Understanding Chain-of-Thought in LLMs through Information Theory
Jean-Francois Ton, Muhammad Faaiz Taufiq, Yang Liu
TL;DR
This paper tackles the challenge of evaluating chain-of-thought (CoT) reasoning in LLMs without relying on annotated intermediate steps. It introduces an information-theoretic framework that quantifies information-gain at each reasoning step via a supervisor model to estimate p(Y|X^M_j), enabling detection of unidentifiable or non-contributory steps. The approach is validated on toy data, GSM8K, and PRM800K, where it outperforms outcome-based baselines like ORM and Math-Shepherd in identifying faulty CoT steps and providing granular, task-specific diagnostics. The results suggest that information-gain-based evaluation offers more reliable, scalable insights for CoT quality and generalizes across nonlinear or exploratory reasoning patterns, with potential extensions to non-mathematical domains.
Abstract
Large Language Models (LLMs) have shown impressive performance in complex reasoning tasks through the use of Chain-of-Thought (CoT) reasoning, allowing models to break down problems into manageable sub-tasks.
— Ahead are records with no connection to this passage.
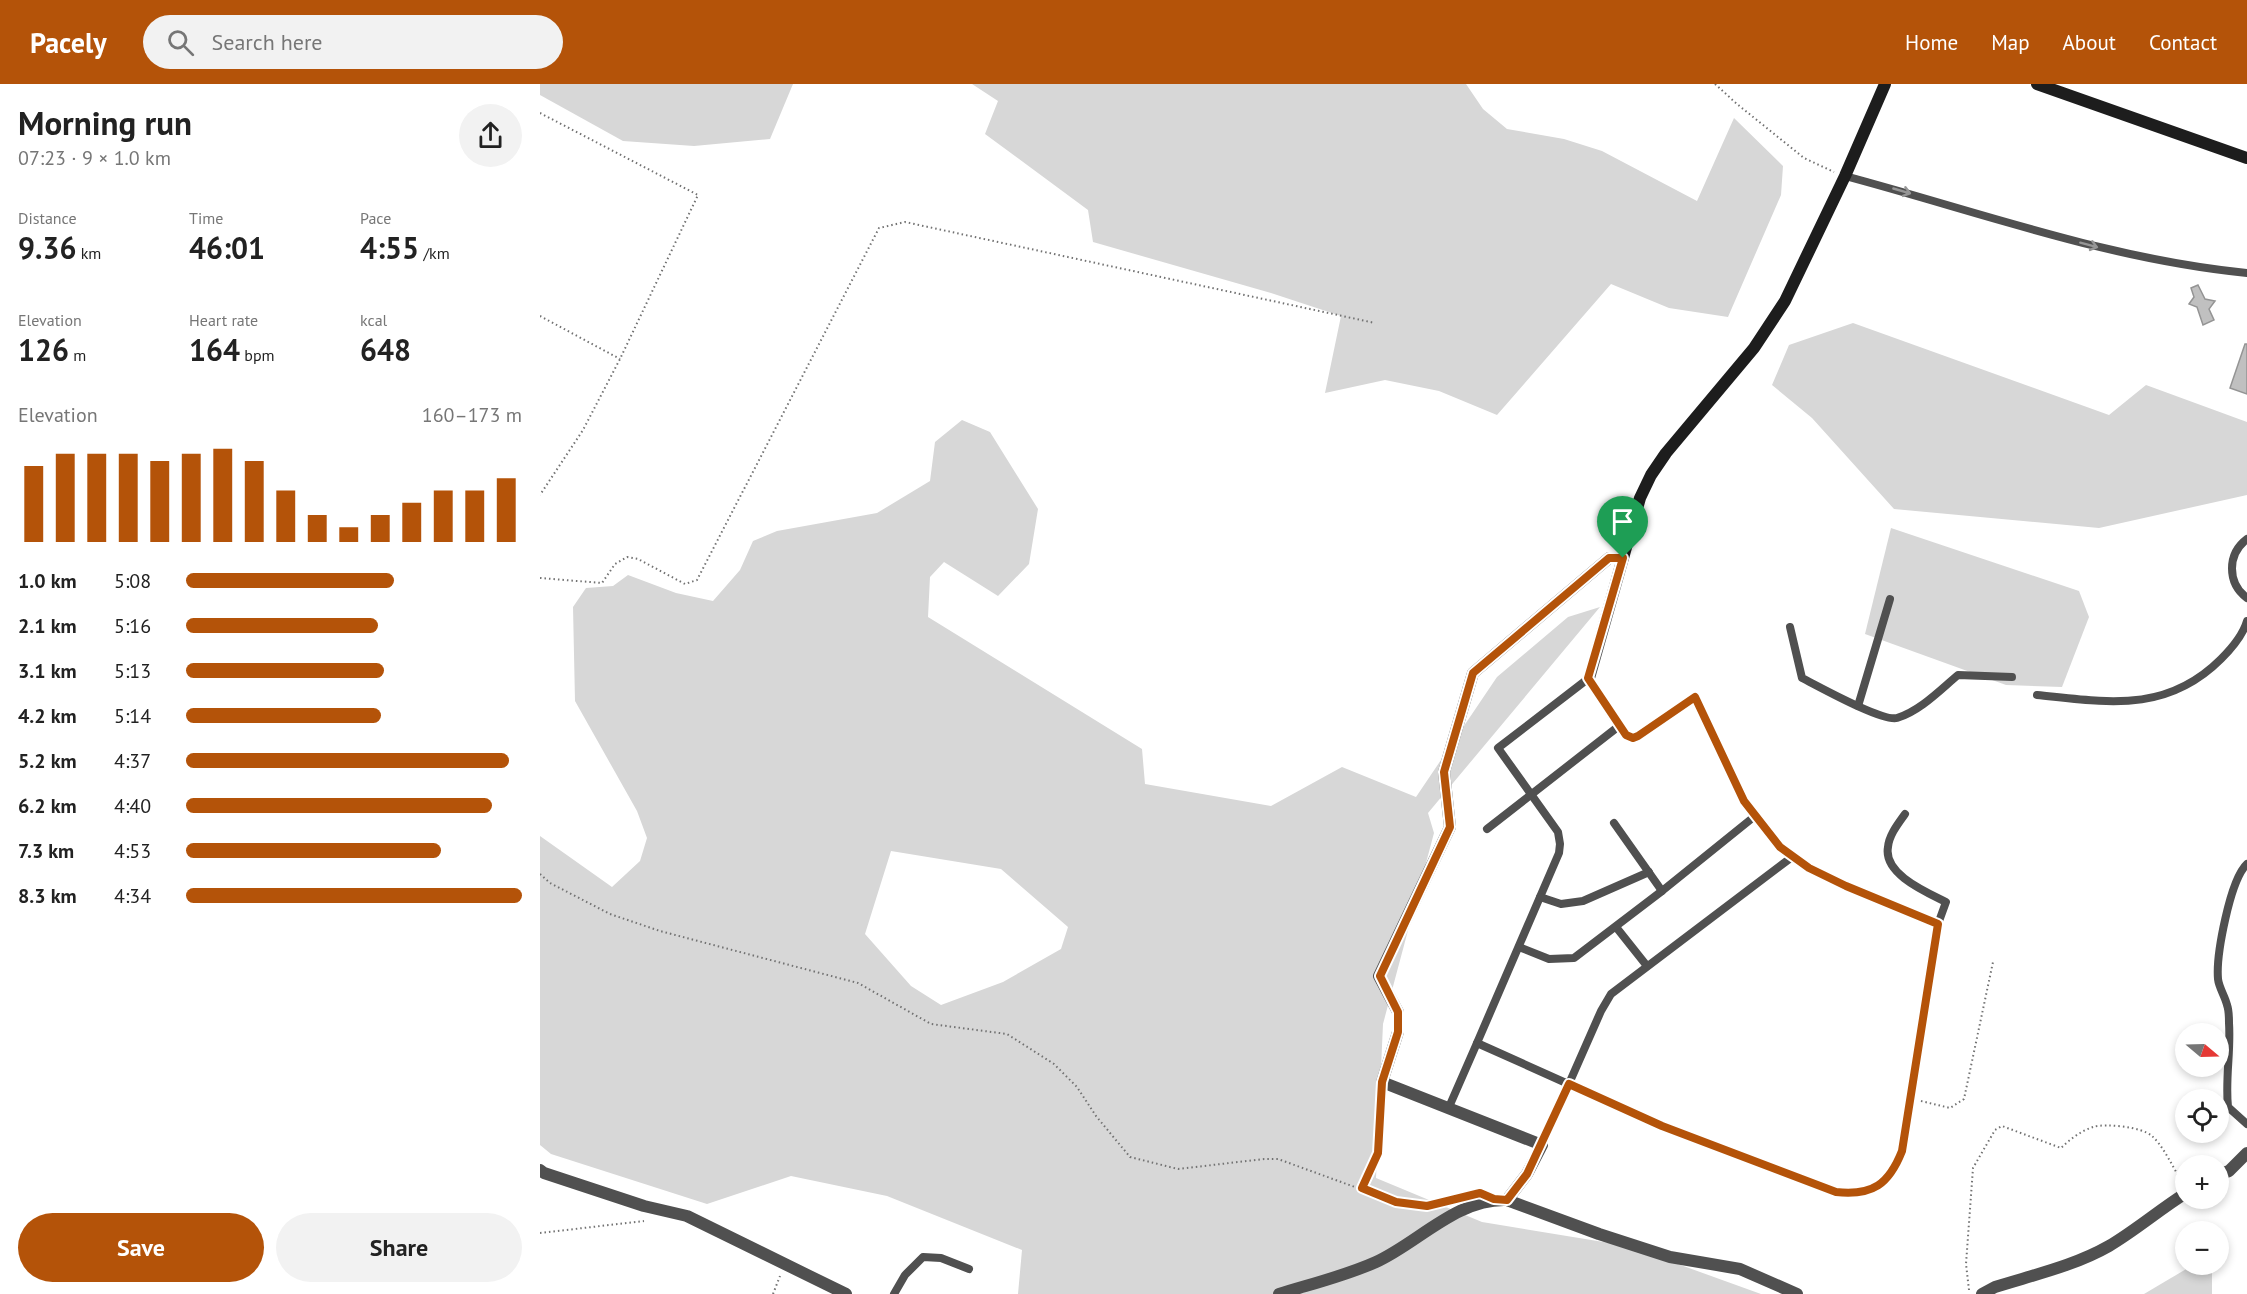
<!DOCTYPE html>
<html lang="en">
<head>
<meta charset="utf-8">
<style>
  :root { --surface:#fff; --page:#f2f2f2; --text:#222; --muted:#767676; --accent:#b45309 }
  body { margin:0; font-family:"PT Sans",sans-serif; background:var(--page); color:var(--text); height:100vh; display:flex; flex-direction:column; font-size:22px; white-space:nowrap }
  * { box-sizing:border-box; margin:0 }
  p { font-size:20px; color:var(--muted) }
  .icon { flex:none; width:33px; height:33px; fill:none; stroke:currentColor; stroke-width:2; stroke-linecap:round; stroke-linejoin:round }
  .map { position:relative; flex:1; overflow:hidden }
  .drawer { display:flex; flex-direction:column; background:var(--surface); width:540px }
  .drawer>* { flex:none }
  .needle { width:39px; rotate:109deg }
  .tools { position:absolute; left:1635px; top:939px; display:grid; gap:12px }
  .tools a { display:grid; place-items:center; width:54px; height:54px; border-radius:50%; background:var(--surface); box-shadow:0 3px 9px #0003; font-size:30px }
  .pin { position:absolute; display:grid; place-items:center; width:51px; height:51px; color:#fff; margin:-62px -26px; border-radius:50% 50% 50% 0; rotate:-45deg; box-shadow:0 0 6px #0007 }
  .pin .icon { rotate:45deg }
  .round { display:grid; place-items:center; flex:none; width:63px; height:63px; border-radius:32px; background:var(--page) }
  .summary { display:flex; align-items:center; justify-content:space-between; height:102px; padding:0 18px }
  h1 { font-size:33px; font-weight:800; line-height:45px }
  .figures { display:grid; grid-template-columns:repeat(3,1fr); gap:9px; height:102px; padding:6px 18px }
  .figures div { display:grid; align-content:center }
  .figures b { font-size:30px; font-weight:800 }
  .figures small { font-size:16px; font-weight:400 }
  .figures p { font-size:16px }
  .chart { height:168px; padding:12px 18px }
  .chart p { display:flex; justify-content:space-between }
  .chart svg { width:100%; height:108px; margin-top:6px; stroke:var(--accent); stroke-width:6 }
  .action { display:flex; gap:12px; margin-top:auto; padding:12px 18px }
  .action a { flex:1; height:69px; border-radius:36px; background:var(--accent); color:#fff; font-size:24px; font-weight:800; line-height:69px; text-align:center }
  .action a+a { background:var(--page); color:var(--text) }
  ul { padding:0 18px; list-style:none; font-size:20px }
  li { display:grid; grid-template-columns:96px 72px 1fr; align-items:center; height:45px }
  li i { height:15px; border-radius:8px; background:var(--accent) }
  header { display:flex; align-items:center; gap:36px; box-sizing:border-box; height:84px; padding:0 30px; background:var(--accent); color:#fff }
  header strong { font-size:28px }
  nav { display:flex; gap:33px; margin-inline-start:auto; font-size:21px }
  .search { width:420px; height:54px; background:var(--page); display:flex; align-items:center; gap:15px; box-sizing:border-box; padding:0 21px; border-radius:33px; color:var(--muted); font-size:22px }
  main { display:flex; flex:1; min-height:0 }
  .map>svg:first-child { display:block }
  .green { fill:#d7d7d7; fill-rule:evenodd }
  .building { fill:#c0c0c0; stroke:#949494; stroke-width:1.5 }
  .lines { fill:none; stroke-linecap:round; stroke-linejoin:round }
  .path { stroke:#727272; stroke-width:2; stroke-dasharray:1.5 3; stroke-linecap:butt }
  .lane { stroke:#505050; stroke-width:8 }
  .street { stroke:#505050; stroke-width:12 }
  .secondary { stroke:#1d1d1d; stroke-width:12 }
  .oneway { stroke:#969696 }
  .route-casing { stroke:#fff; stroke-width:12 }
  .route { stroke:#b45309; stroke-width:8 }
</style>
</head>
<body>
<header>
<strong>Pacely</strong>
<div class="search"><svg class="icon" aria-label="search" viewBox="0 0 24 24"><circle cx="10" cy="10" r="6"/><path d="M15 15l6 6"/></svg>Search here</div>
<nav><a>Home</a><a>Map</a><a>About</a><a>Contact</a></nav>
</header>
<main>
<section class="drawer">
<div class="summary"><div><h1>Morning run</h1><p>07:23 · 9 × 1.0 km</p></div><a class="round"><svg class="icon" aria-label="share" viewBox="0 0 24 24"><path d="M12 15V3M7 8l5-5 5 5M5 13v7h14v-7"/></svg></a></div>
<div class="figures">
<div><p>Distance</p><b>9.36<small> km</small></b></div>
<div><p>Time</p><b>46:01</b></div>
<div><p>Pace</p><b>4:55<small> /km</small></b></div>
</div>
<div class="figures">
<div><p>Elevation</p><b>126<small> m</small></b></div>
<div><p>Heart rate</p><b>164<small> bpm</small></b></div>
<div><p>kcal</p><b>648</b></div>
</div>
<div class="chart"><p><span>Elevation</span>160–173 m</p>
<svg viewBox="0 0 160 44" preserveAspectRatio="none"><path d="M5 44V13M15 44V8M25 44V8M35 44V8M45 44V11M55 44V8M65 44V6M75 44V11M85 44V23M95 44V33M105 44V38M115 44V33M125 44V28M135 44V23M145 44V23M155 44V18"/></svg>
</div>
<ul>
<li><b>1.0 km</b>5:08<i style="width:62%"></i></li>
<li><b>2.1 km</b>5:16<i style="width:57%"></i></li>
<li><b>3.1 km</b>5:13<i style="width:59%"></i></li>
<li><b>4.2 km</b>5:14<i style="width:58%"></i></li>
<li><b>5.2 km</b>4:37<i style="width:96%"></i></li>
<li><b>6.2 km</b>4:40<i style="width:91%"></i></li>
<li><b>7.3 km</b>4:53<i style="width:76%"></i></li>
<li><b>8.3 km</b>4:34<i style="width:100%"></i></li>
</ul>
<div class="action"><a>Save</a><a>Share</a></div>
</section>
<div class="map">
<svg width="1707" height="1210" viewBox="0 0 1707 1210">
  <rect width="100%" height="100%" fill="#fff"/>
  <g class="green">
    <polygon points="0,0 253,0 230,55 154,62 83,57 0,11"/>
    <polygon points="432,0 926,0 943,25 967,45 1024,55 1062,67 1157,117 1194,34 1243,82 1241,111 1188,233 1129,224 1071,200 957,331 899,307 845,296 785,309 801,232 731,209 553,158 548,126 445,50 458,17"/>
    <polygon points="1313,239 1569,331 1606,301 1707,338 1707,411 1559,444 1354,425 1272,334 1232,301 1249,261"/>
    <path d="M422,336L450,348L498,425L489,480L458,512L404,478L390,493L388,533L602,665L605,700L731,722L802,683L876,713L957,593L1028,533L1060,523L888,729L894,749L843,940L836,1094L942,1138L1088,1162L1221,1210H478L482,1166L347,1112L251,1092L167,1120L11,1070L0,1061V752L72,803L100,777L107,754L97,727L35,617L33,523L46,504L73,502L88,491L136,509L173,517L200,486L213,457L237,447L337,429L390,397L395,358ZM351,767L461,785L528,843L521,865L463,898L401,921L371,902L325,850Z"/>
    <polygon points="1351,444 1539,507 1549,533 1522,603 1466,601 1325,550"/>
    <polygon points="1653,1181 1672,1181 1672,1210 1604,1210"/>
  </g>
  <g class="building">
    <polygon points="1658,201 1665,215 1675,217 1669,225 1674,236 1663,241 1657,223 1649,220 1654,213 1651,204"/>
    <polygon points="1705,260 1707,260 1707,310 1690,304"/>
  </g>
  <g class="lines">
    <g class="path">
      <polyline points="1175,0 1197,20 1264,74 1294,88"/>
      <polyline points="0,29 158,111 80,275 43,346 0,411"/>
      <polyline points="0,232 80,275"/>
      <polyline points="0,494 62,499 75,480 87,473 98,475 145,500 157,496 339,144 365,138 835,239"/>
      <polyline points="0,790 10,799 70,830 120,847 318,899 391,940 467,950 514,980 537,1003 556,1032 590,1073 638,1085 724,1075 738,1075 856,1118 887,1121 910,1116"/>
      <polyline points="1381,1017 1410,1024 1424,1015 1453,878"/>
      <polyline points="823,1103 838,1069 841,1010"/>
      <polyline points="0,1149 104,1137"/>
      <path d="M1429,1206L1426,1180L1433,1084L1455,1046L1462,1042L1521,1064C1530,1055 1541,1047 1553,1043C1566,1039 1602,1043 1612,1052C1624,1063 1632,1082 1641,1096"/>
      <polyline points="233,1210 240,1192"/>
    </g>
    <g class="lane">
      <path d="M1305,92C1440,128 1567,175 1707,189"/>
      <path d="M1707,455C1687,470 1687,499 1707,514"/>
      <path d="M1250,543L1262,594C1278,602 1342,638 1357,634C1380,627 1400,606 1418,591L1472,593"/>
      <path d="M1497,611C1566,618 1626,630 1681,575C1691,565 1703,551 1707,537"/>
      <polyline points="1318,622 1350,515"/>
      <path d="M1365,730C1358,740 1349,751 1348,763C1343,790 1386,808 1406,818L1398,840L1362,1067C1349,1100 1333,1112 1296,1109L1122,1042L937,959L1019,769L1020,760L1018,748L958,664L1049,594C1059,610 1076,646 1093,654L1109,646L1155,613L1204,717L1240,763L1269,784L1306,802L1398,840"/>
      <polyline points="1074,739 1122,807"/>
      <polyline points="947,745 1079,642"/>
      <path d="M1707,780C1690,796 1676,871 1678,895C1679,904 1685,912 1687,921C1689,926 1689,933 1689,939C1691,967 1685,995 1688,1023L1707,1040"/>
      <polyline points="1000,813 1021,820 1043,817 1109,788"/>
      <polyline points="1076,843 1107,882"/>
      <polyline points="979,863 1009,875 1034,874 1122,807 1215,732"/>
      <polyline points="909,1023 937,959"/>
      <polyline points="1002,1061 1061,927 1071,910 1252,773"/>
      <polyline points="354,1210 365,1191 383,1173 401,1174 429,1185"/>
    </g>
    <g class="street">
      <polyline points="0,1086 4,1089 104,1122 147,1132 306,1210"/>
      <polyline points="1678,1091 1689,1087 1707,1069"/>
      <polyline points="967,1116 987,1090 1002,1061 842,998 858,948 858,928 839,892 910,743 904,688 933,589 1069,474 1083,474 1049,594"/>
      <path d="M739,1210C771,1200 805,1192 836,1178C878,1159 917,1114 967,1116L1059,1150L1130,1173L1200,1185L1257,1210"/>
      <path d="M1442,1210L1455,1203C1493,1191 1534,1182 1569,1162C1596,1146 1619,1126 1646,1109"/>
    </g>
    <g class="secondary">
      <polyline points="1497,0 1707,74"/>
      <polyline points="1083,474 1100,414 1111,391 1126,369 1214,264 1245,217 1305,92 1345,0"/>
    </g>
  </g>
  <defs><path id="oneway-shaft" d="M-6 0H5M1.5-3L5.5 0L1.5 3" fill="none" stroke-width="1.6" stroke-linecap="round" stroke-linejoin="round" transform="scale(1.5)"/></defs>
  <g class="oneway">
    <use href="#oneway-shaft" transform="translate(1362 107) rotate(16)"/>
    <use href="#oneway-shaft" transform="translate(1549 161) rotate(15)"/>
  </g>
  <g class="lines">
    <defs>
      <path id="route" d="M1069,474H1083L1048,594L1086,651L1093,654L1098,652L1155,613L1204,717L1240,763L1269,784L1306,802L1398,840L1362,1067C1349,1100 1333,1112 1296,1108L1122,1042L1029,1000L987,1090L967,1116L954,1115L940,1109L887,1122L856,1118L822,1104L838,1069L842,998L858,948V928L840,892L910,743L904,688L933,589Z"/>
    </defs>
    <use href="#route" class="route-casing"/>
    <use href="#route" class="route"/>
  </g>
</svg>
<div class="tools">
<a><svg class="needle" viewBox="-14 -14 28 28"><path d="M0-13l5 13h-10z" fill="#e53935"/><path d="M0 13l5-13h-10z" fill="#767676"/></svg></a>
<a><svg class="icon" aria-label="locate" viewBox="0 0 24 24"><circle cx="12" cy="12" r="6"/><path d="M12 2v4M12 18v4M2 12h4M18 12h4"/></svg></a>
<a>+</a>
<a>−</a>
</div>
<div class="pin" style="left:1083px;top:474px;background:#1e9e55"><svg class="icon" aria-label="arrive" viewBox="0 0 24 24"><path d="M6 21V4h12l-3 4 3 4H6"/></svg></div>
</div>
</main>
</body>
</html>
However, existing CoT evaluation techniques either require annotated CoT data or fall short in accurately assessing intermediate reasoning steps, leading to high rates of false positives. In this paper, we formalize CoT reasoning in LLMs through an information-theoretic lens. Specifically, our framework quantifies the `information-gain' at each reasoning step, enabling the identification of failure modes in LLMs without the need for expensive annotated datasets. We demonstrate the efficacy of our approach through extensive experiments on toy arithmetic, GSM8K and PRM800k datasets, where it significantly outperforms existing outcome-based methods by providing more accurate insights into model performance on individual subtasks.